■ Data to use
▬▬▬
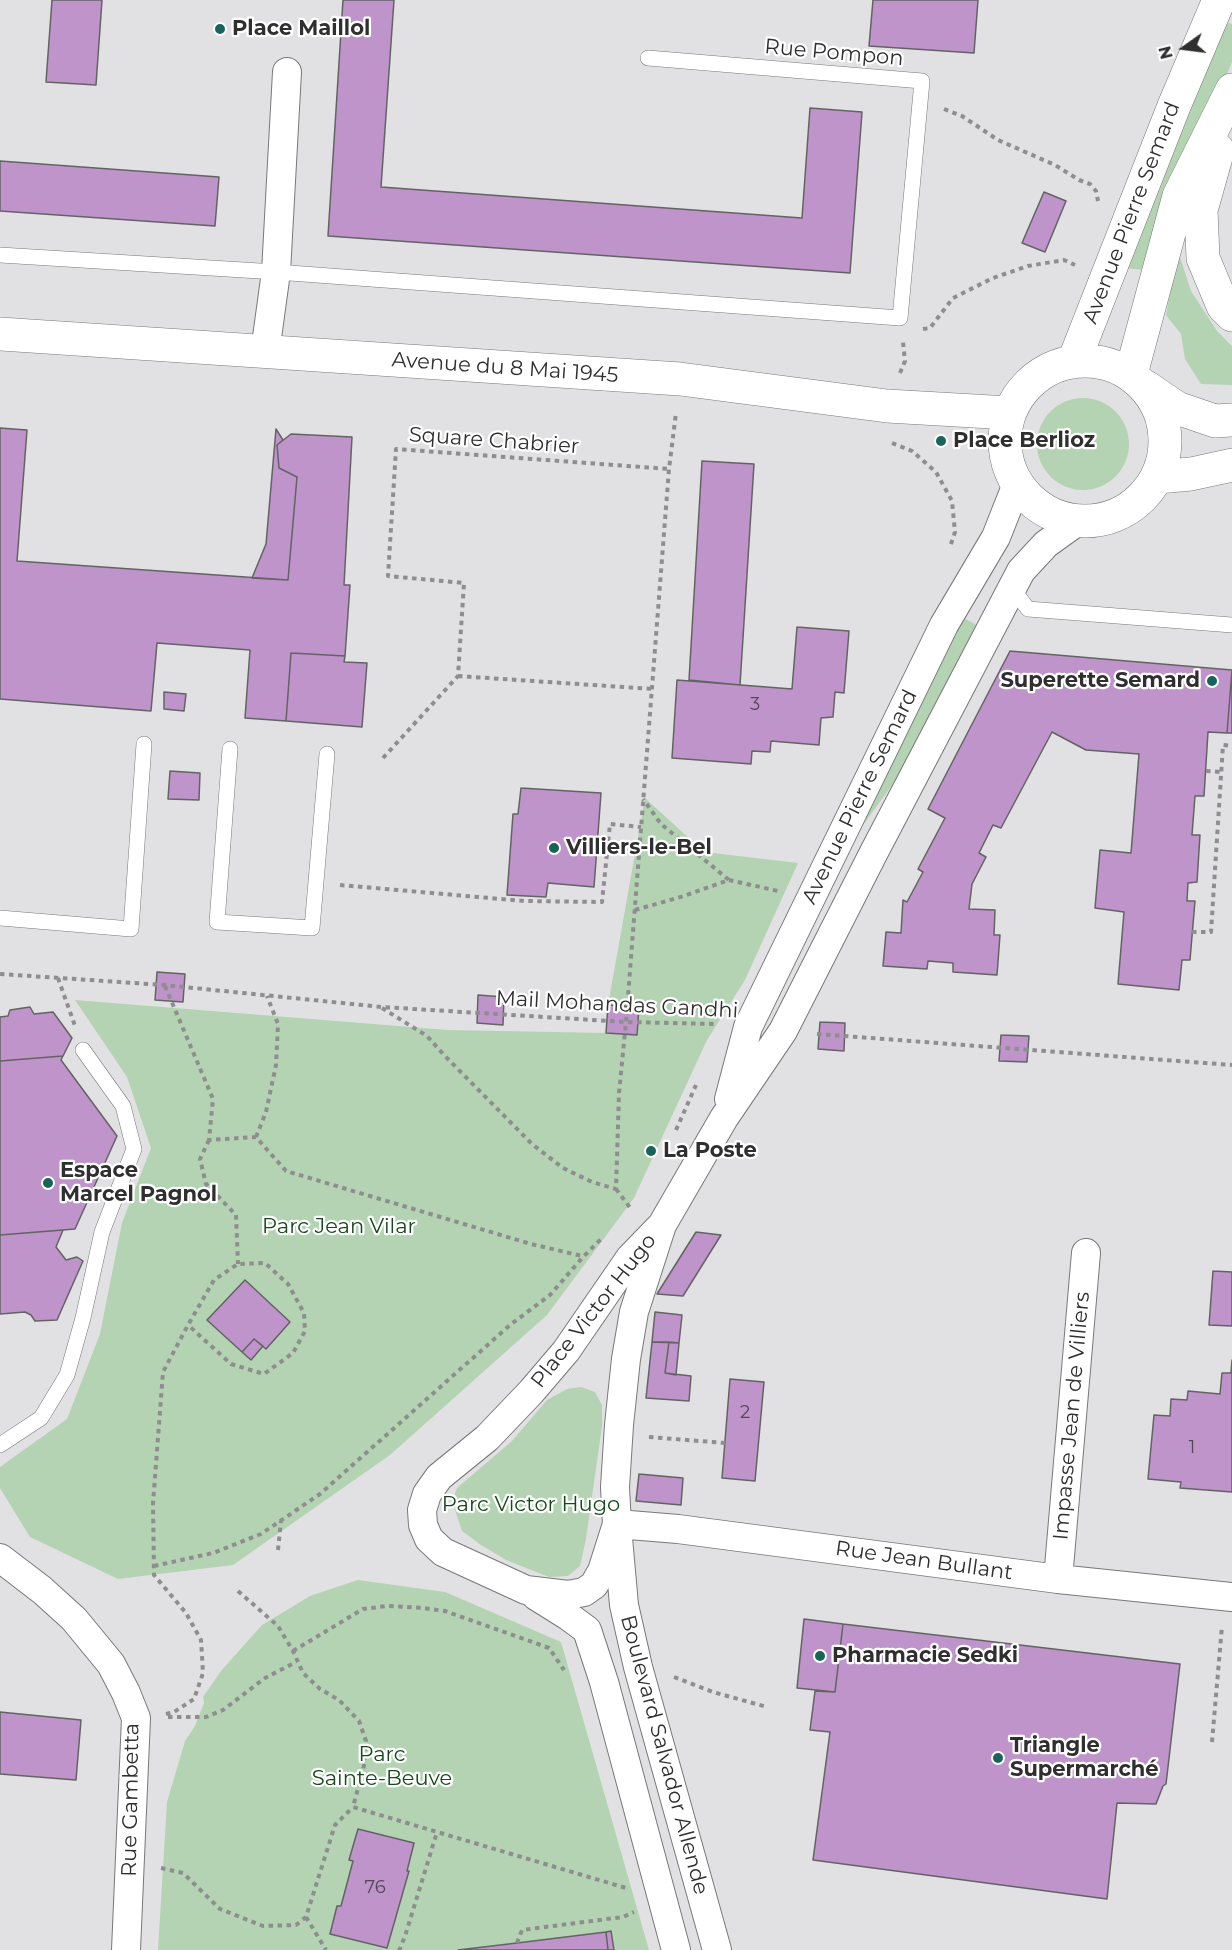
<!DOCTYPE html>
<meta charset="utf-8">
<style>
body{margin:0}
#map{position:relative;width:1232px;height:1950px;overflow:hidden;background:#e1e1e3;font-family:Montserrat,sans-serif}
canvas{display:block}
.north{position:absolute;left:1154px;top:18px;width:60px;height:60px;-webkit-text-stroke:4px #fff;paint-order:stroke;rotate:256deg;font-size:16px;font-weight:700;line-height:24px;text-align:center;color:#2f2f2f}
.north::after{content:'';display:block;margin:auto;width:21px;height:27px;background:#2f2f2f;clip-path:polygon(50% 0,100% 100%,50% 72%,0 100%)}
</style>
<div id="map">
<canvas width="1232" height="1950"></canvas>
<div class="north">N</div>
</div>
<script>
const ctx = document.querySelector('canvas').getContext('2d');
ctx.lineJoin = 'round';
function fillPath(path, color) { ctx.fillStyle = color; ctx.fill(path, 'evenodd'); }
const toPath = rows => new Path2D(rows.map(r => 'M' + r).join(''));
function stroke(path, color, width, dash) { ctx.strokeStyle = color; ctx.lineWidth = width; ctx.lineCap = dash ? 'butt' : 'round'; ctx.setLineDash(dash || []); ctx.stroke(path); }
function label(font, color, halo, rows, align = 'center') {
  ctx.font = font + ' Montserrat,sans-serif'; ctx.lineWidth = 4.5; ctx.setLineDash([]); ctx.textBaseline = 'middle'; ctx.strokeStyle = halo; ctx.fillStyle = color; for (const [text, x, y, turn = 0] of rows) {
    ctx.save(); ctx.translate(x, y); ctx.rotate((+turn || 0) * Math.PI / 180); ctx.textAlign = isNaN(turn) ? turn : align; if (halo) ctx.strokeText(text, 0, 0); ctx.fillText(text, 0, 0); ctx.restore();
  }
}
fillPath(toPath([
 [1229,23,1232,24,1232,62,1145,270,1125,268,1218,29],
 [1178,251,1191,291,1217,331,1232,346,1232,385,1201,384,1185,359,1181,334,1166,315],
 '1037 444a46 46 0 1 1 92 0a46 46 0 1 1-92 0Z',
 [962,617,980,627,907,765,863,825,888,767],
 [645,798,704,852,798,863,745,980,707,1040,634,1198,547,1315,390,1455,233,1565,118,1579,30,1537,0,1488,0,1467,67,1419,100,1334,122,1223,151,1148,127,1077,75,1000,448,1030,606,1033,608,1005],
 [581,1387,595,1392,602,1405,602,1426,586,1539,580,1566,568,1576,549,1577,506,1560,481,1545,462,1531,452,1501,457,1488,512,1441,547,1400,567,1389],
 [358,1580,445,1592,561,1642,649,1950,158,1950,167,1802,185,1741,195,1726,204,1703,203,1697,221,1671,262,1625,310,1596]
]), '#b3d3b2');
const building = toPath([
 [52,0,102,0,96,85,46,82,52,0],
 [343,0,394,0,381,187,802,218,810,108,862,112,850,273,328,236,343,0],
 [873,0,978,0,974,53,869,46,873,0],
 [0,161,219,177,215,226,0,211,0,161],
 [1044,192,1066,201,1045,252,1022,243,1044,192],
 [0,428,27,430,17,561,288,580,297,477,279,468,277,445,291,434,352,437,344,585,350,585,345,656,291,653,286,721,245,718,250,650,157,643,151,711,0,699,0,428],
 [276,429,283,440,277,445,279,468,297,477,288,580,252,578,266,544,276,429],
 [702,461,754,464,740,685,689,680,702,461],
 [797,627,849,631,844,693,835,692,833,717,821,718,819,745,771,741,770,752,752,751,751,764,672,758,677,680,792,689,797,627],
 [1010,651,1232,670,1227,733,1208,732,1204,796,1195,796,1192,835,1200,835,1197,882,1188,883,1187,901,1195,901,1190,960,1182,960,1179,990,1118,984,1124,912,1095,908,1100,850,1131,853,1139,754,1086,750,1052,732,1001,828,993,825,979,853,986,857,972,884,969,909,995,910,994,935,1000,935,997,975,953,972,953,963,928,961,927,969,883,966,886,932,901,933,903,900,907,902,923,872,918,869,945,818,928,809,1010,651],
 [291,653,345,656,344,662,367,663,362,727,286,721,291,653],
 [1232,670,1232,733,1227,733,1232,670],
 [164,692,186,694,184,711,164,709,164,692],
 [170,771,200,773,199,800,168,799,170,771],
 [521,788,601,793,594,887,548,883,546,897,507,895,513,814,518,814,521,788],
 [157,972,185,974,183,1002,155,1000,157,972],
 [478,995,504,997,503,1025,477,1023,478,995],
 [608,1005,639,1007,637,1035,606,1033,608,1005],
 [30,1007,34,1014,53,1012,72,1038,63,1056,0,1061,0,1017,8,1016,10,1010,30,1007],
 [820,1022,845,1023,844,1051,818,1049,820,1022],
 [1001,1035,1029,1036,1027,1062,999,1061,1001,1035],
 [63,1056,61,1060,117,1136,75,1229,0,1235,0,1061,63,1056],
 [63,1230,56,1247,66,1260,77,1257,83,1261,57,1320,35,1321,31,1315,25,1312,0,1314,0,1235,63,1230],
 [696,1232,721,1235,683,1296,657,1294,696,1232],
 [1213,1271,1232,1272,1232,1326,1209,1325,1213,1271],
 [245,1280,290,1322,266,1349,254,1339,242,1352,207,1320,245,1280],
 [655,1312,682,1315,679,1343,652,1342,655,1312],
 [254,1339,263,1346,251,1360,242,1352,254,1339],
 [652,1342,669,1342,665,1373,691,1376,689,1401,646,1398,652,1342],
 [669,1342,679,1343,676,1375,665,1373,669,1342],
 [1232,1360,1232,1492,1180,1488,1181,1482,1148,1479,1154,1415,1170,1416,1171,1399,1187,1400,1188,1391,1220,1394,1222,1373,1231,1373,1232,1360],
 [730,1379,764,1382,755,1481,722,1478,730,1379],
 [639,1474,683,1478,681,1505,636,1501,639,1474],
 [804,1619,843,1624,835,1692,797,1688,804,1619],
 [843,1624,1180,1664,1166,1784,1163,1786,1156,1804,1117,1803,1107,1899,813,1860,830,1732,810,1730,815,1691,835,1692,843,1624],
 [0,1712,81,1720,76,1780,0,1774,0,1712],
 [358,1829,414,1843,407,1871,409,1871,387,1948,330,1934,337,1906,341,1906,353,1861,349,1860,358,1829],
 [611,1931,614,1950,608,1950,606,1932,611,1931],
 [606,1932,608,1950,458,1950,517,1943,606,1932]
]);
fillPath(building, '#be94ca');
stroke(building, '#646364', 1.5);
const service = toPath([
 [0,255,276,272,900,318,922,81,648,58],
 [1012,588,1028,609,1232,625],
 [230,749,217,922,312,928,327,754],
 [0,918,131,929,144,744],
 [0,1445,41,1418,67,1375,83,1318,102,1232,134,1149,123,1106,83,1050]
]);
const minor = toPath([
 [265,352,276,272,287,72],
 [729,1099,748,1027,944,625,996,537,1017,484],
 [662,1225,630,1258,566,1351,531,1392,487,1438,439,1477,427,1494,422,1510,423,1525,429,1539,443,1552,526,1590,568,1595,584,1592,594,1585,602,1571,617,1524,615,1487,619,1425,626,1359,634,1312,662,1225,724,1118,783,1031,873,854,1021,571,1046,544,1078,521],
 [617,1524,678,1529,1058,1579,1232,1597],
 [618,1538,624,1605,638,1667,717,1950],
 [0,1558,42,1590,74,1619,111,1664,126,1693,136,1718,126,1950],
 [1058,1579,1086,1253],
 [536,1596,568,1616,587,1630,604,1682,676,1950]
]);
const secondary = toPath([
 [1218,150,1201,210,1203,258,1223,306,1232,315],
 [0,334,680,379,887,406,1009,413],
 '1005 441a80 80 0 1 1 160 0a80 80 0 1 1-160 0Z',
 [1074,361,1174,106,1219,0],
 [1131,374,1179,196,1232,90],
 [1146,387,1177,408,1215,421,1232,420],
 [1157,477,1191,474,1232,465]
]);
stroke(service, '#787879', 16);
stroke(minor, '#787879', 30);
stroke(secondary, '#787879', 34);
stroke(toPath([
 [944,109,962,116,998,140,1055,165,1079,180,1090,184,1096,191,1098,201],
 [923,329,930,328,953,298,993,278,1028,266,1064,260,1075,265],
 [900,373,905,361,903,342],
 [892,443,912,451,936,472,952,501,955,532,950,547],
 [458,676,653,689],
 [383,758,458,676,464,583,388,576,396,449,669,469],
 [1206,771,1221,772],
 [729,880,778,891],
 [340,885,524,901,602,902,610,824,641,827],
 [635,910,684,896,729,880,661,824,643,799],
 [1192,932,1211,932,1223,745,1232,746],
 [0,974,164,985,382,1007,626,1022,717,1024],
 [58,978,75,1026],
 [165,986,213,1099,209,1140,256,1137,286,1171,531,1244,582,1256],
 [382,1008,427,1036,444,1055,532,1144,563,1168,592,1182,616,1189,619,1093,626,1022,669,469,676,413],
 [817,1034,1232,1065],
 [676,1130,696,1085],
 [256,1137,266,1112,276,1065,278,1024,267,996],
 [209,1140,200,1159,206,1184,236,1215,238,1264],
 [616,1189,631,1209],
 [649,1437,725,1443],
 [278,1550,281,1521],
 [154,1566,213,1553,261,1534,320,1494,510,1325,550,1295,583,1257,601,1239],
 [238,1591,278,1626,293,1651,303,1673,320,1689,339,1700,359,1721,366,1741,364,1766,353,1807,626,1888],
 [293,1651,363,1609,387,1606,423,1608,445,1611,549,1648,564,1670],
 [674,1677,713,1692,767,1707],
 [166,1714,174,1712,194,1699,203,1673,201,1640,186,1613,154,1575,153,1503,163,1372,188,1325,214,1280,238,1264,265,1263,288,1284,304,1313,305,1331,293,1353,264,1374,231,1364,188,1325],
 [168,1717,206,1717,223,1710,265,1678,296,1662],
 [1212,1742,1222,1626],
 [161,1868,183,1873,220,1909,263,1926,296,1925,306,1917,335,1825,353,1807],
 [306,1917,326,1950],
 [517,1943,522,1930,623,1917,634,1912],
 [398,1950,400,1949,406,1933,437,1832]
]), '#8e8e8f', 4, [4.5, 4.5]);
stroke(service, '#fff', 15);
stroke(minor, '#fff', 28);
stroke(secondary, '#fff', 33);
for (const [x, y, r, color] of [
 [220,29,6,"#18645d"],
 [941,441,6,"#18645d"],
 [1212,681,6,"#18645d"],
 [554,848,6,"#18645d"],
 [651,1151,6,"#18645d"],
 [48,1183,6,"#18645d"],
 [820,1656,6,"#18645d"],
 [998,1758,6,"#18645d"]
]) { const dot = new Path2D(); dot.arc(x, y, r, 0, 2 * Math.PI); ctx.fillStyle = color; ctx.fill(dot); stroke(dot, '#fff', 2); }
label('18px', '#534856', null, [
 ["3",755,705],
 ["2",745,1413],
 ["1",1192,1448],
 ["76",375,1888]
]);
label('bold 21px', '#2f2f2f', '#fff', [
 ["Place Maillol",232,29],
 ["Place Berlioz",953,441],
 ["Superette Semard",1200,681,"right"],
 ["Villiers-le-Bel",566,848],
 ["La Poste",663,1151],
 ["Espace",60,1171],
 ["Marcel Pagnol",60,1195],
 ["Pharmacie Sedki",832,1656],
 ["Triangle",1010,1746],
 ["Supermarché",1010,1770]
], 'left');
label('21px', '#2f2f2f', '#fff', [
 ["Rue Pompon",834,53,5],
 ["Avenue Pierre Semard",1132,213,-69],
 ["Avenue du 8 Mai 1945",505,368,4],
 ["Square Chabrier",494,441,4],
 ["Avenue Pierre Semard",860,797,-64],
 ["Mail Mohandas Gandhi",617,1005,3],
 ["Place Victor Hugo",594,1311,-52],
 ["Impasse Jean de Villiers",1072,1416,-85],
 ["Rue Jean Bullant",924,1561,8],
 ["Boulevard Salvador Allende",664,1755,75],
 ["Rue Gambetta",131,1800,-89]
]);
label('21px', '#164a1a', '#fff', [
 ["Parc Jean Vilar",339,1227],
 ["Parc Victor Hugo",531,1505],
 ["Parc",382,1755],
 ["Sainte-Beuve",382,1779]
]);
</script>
▬▬▬
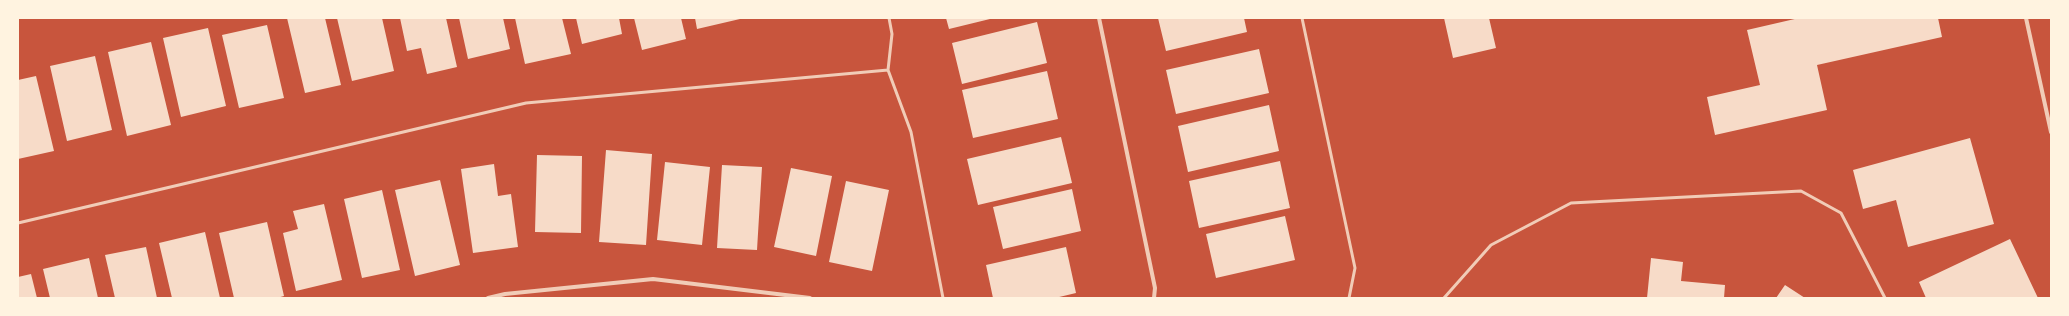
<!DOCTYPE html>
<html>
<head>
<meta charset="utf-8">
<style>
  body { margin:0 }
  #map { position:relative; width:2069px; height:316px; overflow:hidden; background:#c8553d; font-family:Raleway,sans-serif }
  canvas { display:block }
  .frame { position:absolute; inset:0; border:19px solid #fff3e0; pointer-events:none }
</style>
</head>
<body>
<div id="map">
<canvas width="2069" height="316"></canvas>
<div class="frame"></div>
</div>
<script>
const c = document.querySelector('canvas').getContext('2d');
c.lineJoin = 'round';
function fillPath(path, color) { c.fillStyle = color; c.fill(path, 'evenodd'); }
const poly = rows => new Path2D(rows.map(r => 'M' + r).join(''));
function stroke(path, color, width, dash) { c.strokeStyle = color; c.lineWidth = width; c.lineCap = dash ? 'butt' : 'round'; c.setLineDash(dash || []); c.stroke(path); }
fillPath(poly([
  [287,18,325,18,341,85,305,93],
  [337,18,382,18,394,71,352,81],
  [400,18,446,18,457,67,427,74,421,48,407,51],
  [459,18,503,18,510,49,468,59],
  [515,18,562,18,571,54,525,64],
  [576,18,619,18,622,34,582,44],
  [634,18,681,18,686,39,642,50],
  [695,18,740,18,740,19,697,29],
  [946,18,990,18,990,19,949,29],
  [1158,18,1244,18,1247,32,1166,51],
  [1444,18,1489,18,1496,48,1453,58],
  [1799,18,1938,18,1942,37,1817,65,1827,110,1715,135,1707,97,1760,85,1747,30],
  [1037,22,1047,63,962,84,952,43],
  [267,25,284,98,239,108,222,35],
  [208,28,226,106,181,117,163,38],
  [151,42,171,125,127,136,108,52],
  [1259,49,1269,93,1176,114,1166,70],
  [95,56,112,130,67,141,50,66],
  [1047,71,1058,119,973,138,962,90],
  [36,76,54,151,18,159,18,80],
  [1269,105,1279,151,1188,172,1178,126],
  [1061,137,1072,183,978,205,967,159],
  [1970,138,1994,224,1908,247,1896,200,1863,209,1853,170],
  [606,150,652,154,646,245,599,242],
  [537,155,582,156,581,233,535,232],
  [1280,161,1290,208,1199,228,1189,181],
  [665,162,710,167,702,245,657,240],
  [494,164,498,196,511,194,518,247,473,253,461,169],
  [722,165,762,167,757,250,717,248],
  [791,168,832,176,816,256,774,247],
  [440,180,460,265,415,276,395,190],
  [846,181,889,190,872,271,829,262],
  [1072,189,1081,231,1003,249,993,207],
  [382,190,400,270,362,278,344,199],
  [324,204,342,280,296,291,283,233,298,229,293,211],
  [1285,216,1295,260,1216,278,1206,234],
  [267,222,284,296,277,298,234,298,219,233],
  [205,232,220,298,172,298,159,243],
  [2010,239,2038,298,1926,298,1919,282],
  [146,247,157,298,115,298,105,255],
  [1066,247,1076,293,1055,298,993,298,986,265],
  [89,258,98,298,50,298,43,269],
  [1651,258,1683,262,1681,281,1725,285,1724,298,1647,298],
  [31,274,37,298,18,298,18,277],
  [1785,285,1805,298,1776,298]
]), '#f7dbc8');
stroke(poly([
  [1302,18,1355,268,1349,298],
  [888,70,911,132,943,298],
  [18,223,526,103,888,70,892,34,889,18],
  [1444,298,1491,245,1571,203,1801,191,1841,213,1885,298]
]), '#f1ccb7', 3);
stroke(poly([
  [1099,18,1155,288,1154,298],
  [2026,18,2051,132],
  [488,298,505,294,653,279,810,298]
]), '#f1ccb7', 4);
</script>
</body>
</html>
▬▬▬
Copy every line where the word "getContext" is present in the entries above.

const ctx = document.querySelector('canvas').getContext('2d');
const c = document.querySelector('canvas').getContext('2d');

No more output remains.